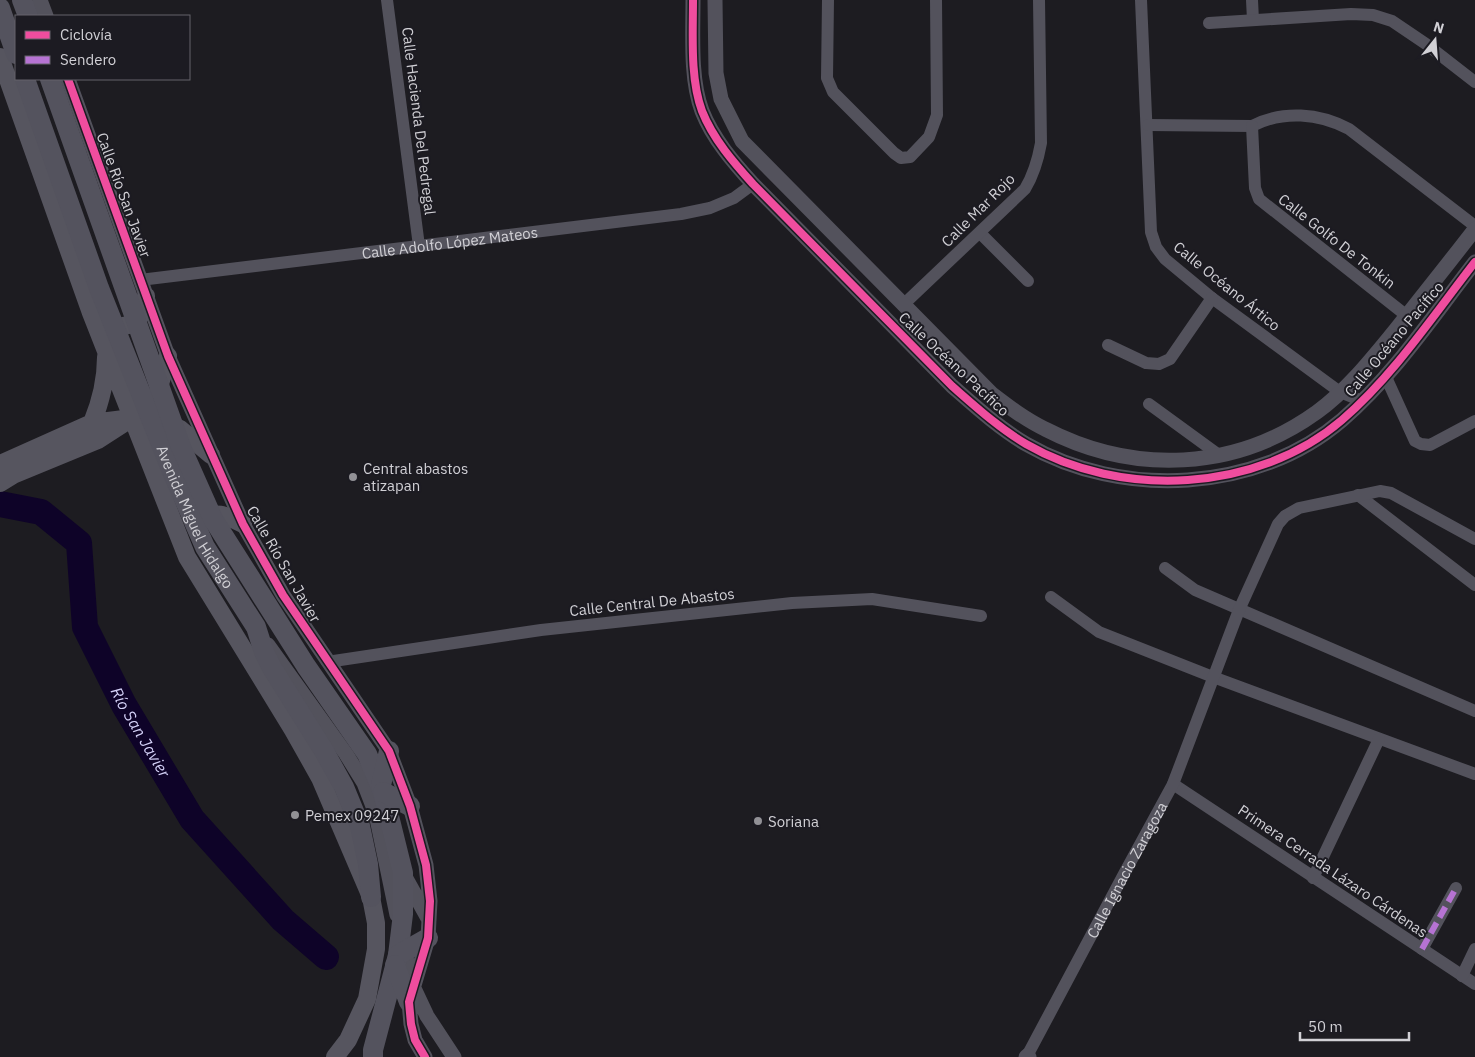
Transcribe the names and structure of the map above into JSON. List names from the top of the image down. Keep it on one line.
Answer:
{"streets":{"main road":["Avenida Miguel Hidalgo"],"street":["Calle Hacienda Del Pedregal","Calle Río San Javier","Calle Mar Rojo","Calle Golfo De Tonkin","Calle Adolfo López Mateos","Calle Océano Ártico","Calle Océano Pacífico","Calle Central De Abastos","Calle Ignacio Zaragoza","Primera Cerrada Lázaro Cárdenas"]},"crossings":[["Calle Hacienda Del Pedregal","Calle Adolfo López Mateos"],["Calle Río San Javier","Calle Adolfo López Mateos"],["Calle Río San Javier","Avenida Miguel Hidalgo"],["Calle Río San Javier","Calle Central De Abastos"],["Calle Mar Rojo","Calle Océano Pacífico"],["Calle Golfo De Tonkin","Calle Océano Pacífico"],["Calle Adolfo López Mateos","Calle Océano Pacífico"],["Calle Adolfo López Mateos","Avenida Miguel Hidalgo"],["Calle Océano Ártico","Calle Océano Pacífico"],["Calle Ignacio Zaragoza","Primera Cerrada Lázaro Cárdenas"]],"water":["Río San Javier"],"places":["Central abastos atizapan","Pemex 09247","Soriana"],"legend":["Ciclovía","Sendero"],"scale_bar":"50 m","north":"top"}
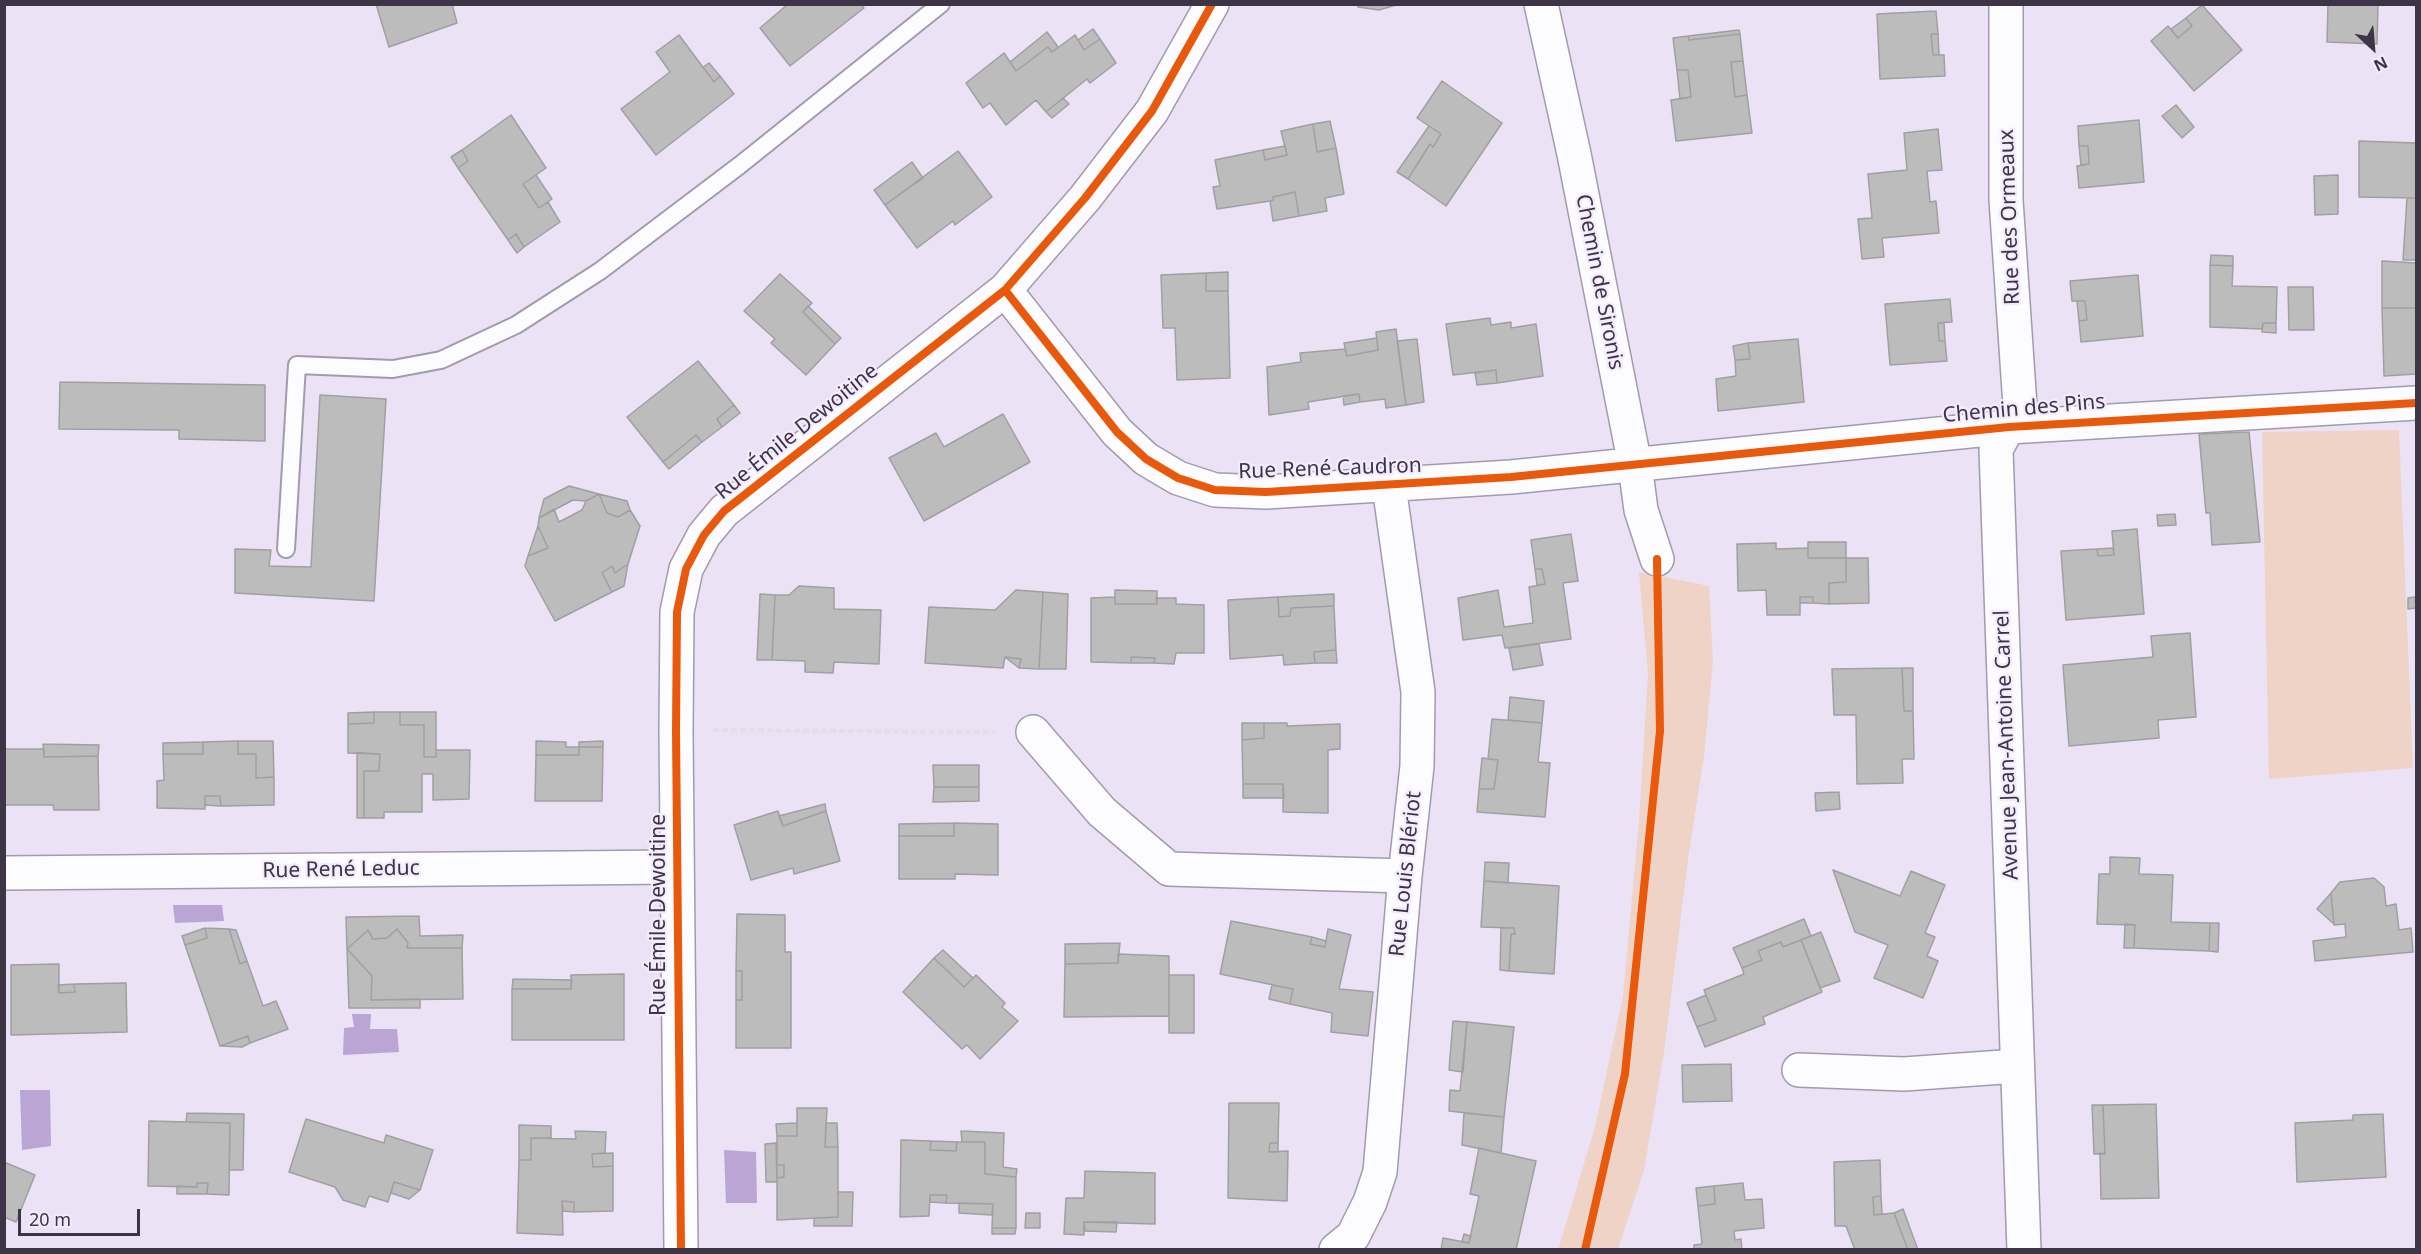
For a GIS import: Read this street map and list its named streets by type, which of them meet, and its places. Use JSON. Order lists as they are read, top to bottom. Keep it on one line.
{"streets":{"street":["Rue des Ormeaux","Chemin de Sironis","Chemin des Pins","Rue Émile Dewoitine","Rue René Caudron","Avenue Jean-Antoine Carrel","Rue René Leduc","Rue Louis Blériot"]},"crossings":[["Rue des Ormeaux","Chemin des Pins"],["Rue des Ormeaux","Avenue Jean-Antoine Carrel"],["Chemin de Sironis","Chemin des Pins"],["Chemin de Sironis","Rue René Caudron"],["Chemin des Pins","Rue René Caudron"],["Chemin des Pins","Avenue Jean-Antoine Carrel"],["Rue Émile Dewoitine","Rue René Caudron"],["Rue Émile Dewoitine","Rue René Leduc"],["Rue René Caudron","Rue Louis Blériot"]],"scale_bar":"20 m","north":"bottom right"}
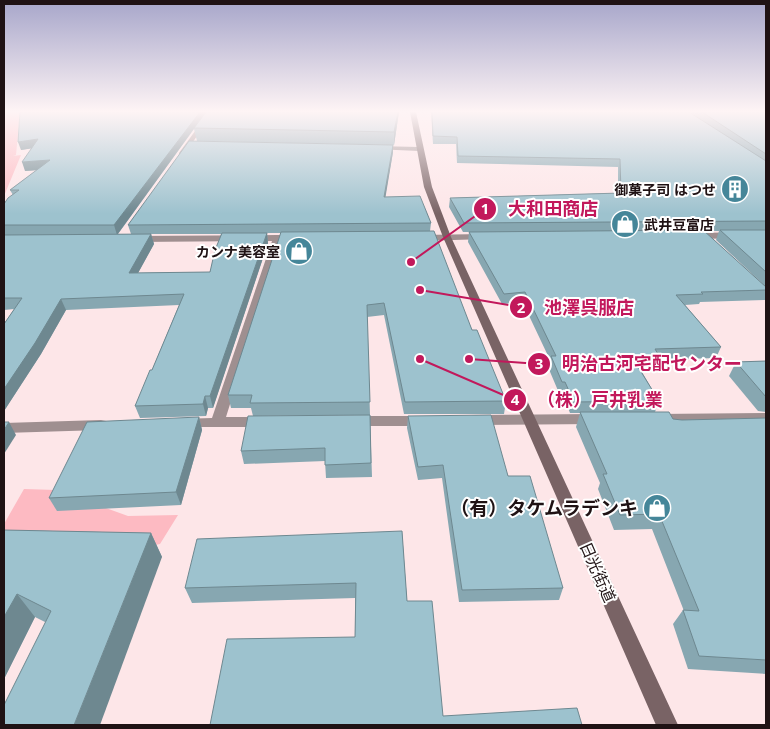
# # #
**What you need to do**. Please give all of the material again, exactly, without the images.

**Answer to this task**.
Transcribe the names and structure of the map above into JSON. List names from the top of the image down. Keep it on one line.
Answer:
{"streets":{"main road":["Avenida Miguel Hidalgo"],"street":["Calle Hacienda Del Pedregal","Calle Río San Javier","Calle Mar Rojo","Calle Golfo De Tonkin","Calle Adolfo López Mateos","Calle Océano Ártico","Calle Océano Pacífico","Calle Central De Abastos","Calle Ignacio Zaragoza","Primera Cerrada Lázaro Cárdenas"]},"crossings":[["Calle Hacienda Del Pedregal","Calle Adolfo López Mateos"],["Calle Río San Javier","Calle Adolfo López Mateos"],["Calle Río San Javier","Avenida Miguel Hidalgo"],["Calle Río San Javier","Calle Central De Abastos"],["Calle Mar Rojo","Calle Océano Pacífico"],["Calle Golfo De Tonkin","Calle Océano Pacífico"],["Calle Adolfo López Mateos","Calle Océano Pacífico"],["Calle Adolfo López Mateos","Avenida Miguel Hidalgo"],["Calle Océano Ártico","Calle Océano Pacífico"],["Calle Ignacio Zaragoza","Primera Cerrada Lázaro Cárdenas"]],"water":["Río San Javier"],"places":["Central abastos atizapan","Pemex 09247","Soriana"],"legend":["Ciclovía","Sendero"],"scale_bar":"50 m","north":"top"}
For a GIS import: Read this street map and list its named streets by type, which of them meet, and its places. Use JSON. Order lists as they are read, top to bottom. Keep it on one line.
{"streets":{"street":["Rue des Ormeaux","Chemin de Sironis","Chemin des Pins","Rue Émile Dewoitine","Rue René Caudron","Avenue Jean-Antoine Carrel","Rue René Leduc","Rue Louis Blériot"]},"crossings":[["Rue des Ormeaux","Chemin des Pins"],["Rue des Ormeaux","Avenue Jean-Antoine Carrel"],["Chemin de Sironis","Chemin des Pins"],["Chemin de Sironis","Rue René Caudron"],["Chemin des Pins","Rue René Caudron"],["Chemin des Pins","Avenue Jean-Antoine Carrel"],["Rue Émile Dewoitine","Rue René Caudron"],["Rue Émile Dewoitine","Rue René Leduc"],["Rue René Caudron","Rue Louis Blériot"]],"scale_bar":"20 m","north":"bottom right"}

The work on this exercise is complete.